Welcome back to Buy & Sell, where this week’s theme is “Death of a Sells Man.” I’m adding a few unpopular sells this week as players who are hot who I wouldn’t drop but could flip for great return value, as now is the time when fantasy trade offers tend to heat up. Though despite that, I should remind readers that this list is not a buy-low/sell-high list but mostly analyzing the legitimacy of the hottest and coldest players. But when I want to do a buy-low or sell-high in my column, I let you know in the player blurb text. Then again, the people who tend to complain probably won’t read this anyway. So on with the list!
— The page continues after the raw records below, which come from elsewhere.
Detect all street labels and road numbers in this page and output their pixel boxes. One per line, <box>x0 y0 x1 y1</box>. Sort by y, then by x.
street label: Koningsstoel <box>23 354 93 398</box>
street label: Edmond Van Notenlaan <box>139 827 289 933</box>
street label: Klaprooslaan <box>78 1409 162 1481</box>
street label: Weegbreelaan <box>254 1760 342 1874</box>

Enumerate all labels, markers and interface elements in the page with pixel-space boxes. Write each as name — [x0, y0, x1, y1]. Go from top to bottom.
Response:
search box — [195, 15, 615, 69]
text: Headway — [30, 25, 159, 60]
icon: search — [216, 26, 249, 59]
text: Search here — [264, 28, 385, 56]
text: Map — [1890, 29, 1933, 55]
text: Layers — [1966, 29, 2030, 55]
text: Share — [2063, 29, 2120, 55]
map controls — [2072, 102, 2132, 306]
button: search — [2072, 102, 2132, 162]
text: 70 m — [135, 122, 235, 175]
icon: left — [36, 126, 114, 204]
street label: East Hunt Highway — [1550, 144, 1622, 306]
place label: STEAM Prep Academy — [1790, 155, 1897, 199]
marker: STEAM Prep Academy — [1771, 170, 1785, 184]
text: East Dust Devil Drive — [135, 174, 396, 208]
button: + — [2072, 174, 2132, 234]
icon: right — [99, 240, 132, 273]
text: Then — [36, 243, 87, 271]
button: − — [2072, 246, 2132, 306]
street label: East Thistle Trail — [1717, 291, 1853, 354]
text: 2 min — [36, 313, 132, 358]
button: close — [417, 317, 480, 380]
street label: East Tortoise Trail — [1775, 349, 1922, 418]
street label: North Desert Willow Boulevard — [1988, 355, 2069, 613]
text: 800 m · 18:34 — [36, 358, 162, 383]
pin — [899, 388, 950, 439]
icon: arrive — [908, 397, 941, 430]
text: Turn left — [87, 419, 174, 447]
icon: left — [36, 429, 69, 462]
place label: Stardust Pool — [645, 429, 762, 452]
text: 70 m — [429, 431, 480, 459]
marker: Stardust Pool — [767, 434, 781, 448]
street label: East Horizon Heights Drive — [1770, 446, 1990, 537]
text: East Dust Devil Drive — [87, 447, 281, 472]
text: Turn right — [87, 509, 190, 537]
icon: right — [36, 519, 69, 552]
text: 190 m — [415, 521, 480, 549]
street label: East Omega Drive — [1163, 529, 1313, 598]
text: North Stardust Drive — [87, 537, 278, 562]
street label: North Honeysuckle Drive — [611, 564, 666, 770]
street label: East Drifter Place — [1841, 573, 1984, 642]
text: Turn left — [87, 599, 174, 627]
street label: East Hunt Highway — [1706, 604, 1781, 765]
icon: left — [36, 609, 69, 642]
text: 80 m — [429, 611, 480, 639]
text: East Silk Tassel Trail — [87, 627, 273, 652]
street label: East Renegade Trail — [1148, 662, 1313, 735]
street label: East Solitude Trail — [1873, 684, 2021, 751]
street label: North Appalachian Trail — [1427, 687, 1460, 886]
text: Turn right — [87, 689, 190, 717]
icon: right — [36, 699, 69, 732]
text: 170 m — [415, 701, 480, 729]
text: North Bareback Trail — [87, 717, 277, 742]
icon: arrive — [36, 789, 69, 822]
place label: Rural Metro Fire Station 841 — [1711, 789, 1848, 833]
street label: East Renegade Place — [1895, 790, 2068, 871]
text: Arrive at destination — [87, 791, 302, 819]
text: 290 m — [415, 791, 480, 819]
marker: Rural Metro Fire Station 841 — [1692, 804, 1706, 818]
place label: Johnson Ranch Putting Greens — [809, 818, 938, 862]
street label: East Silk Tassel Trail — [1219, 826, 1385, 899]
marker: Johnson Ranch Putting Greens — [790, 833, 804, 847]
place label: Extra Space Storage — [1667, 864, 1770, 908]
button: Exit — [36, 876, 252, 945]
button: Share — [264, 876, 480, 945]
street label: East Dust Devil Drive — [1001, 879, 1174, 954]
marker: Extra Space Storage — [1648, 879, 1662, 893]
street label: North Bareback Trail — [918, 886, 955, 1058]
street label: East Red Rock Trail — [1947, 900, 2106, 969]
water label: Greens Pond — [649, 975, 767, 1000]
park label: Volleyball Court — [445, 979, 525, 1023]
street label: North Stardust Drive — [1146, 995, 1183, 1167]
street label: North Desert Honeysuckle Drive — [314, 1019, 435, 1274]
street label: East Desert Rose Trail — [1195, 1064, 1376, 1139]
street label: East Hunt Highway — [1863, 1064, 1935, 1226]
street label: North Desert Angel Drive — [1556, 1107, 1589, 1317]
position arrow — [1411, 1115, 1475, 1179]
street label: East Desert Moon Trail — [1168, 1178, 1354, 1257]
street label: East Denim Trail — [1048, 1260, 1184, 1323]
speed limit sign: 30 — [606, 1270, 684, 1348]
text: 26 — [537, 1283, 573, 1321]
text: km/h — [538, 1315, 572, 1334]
Jorge Soler (OF, Kansas City Royals)
He got what he got the hard way, and now I’m a Sol man. Despite playing in a putrid offense and playing half his games in a hitter’s nightmare park, Soler has finally started delivering on his annual preseason hypefest, hitting .292 this week with two homers to raise his season line to .245/.303/.520 with 19 homers, 37 runs, and 51 RBI. Despite the weak surrounding lineup, his place in the heart of the lineup has made him a surprisingly effective run producer, and yet he’s still owned in just a third of ESPN leagues (33%). I’ll admit overlooking him early as Statcast didn’t back his earlier breakout, but he’s been continually improving his strikeout and walk rates, earning his surface numbers more and more, with a validating xBA of .250 and xSLG of .529. It’s a crazy year when a player near the top of the AL home run leaderboard is sitting on so many waiver wires, and it’s time to scoop him in all 12-team formats and stream for power in 10-team average leagues.
Yandy Diaz (1B/3B, Tampa Bay Rays)
The Yandyman has been up and down on my list, and those ups and downs have matched his launch angle. After starting off with an improved launch angle, he started regressing to his ground-ball heavy ways in May but now seems back on track up to a whopping … 6 degrees. Still, with his high average exit velocity, he’s managed a strong 12% barrel rate, which makes him a threat for average and power, and his strong plate discipline makes him an OBP beast. His metrics validate his .286 average and .503 slugging percentage breakout with a near-matching xBA of .290 and xSLG of .504. He’s still fungible in 10-team formats but is a must-own in 12-team leagues, especially in an OBP format, assuming OBP stands for “obscene bicep pumping.” UPDATE: Yandy hit the IL, shouldn’t be more than the minimum but adjust accordingly.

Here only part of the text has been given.